Nanjg 105c/Qlite driver question

I have been building flashlights for some friends of mine, and I’ve been getting a lot of requests for single mode. So far, I have just been buying them flashed with Star from RMM, but I wonder if there is a way to do a hardware fix. I had heard somewhere that you can short the + wire to one of the 7135 pins to get a regulated single mode. Is that true? If not, is there any other way to get a regulated single mode (not direct drive)?

High mode only? Yep, just short the 7135 pwm to +.

It's easy to do. Just remove the MCU then short VDD to the PWM/GATE pin of the 7135s. That is what the MCU is doing, except at varying pulse modulation levels. You lose any sort of low voltage cutoff, etc. though. You can see what you need to bridge by looking at this driver.

Which 7135 pin is the pwm one?

I’m just “talking out of school” here, and I’ve been wrong often enough you should double-check, but…

The 7135 doesn’t do the PWM, it just limits current. The MCU turns the 7135s on & off by the “PB1” pin, AKA Pin6. The pin on the 7135s that turns them ON is #3, the one on the Right, looking at them from the top. AFAIK, you can make them “Always ON” (i.e. “one mode”) by connecting that pin to the ( + ) rail.

Here’s a picture I was recently given:

I beLIEve (but cannot prove until I test it later in the week) that bridging the RED line to the BLUE line will give you what you and I want, a fully regulated single mode.
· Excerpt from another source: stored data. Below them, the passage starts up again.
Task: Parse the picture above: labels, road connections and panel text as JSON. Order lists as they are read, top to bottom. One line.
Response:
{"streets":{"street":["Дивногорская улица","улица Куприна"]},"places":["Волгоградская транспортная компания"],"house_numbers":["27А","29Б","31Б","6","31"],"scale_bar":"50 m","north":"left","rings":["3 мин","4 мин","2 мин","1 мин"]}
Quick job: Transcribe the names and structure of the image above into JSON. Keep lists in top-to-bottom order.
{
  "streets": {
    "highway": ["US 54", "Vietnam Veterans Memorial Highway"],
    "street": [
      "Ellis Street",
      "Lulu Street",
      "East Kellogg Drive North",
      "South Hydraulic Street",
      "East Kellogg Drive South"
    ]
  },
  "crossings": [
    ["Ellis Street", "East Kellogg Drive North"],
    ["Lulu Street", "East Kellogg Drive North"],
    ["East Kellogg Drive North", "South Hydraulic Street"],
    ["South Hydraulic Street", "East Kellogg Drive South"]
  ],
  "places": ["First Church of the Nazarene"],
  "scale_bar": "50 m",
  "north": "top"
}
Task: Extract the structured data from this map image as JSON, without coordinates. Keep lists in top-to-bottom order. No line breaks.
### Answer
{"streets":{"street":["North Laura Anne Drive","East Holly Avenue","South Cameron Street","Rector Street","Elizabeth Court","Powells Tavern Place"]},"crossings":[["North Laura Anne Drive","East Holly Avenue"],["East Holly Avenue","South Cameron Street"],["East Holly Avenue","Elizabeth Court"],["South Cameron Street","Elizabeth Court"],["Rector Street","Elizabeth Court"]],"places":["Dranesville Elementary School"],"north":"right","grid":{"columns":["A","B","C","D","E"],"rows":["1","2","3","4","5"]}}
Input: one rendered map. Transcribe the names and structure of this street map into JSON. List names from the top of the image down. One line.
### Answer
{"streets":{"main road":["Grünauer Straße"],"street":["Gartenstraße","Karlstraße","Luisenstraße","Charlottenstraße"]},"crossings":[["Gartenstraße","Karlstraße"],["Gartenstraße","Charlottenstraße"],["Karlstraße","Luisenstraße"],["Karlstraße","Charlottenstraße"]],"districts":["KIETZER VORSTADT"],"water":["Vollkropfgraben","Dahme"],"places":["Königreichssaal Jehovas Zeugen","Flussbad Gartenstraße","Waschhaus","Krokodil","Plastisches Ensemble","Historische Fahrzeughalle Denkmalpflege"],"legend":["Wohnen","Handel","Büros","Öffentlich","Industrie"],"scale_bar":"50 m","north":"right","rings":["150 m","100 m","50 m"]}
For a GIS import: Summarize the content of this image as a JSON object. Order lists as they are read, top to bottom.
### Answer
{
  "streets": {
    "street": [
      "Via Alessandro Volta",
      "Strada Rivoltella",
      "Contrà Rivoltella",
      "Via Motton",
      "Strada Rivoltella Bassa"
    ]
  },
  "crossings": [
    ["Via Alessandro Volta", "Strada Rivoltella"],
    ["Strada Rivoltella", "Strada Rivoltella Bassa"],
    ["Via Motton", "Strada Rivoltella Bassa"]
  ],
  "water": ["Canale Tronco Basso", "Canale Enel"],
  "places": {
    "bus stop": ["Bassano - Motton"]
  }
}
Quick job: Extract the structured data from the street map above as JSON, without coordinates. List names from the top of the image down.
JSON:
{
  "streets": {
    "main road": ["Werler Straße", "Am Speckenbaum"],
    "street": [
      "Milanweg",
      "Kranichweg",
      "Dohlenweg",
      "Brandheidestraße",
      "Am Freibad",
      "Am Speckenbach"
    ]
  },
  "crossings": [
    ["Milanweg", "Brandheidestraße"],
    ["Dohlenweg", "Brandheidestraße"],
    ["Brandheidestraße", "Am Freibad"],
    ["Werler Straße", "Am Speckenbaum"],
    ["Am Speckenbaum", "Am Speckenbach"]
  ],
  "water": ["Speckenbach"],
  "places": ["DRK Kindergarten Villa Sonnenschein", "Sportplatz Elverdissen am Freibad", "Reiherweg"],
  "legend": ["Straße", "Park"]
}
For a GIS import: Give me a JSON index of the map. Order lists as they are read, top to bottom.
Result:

It may kill your MCU, though, if not the entire driver, if not the operator… At a minimum you’ll lose low-voltage detection, so you will need to develop the habit of “recharge early, recharge often” to keep from killing 18650s.

Personally I wouldn’t want to lose low-voltage detection.
Bridge vcc to blue (instead of Vin / LED) and at least you’ll retain reverse polarity protection.

Thanks, Dimbo, the picture really helps! It’s also consistent with what RMM said (thank you too, RMM!).

I’m thinking the ideal way would be to reflash the mcu but baring that do what Helios and RMM said. Removing the mcu (or just clipping the vcc pin) will save you a few mA and shorting to vcc will keep the reverse polarity diode in the circuit. Shorting directly to B+ would add a few minutes in regulation. Your choice.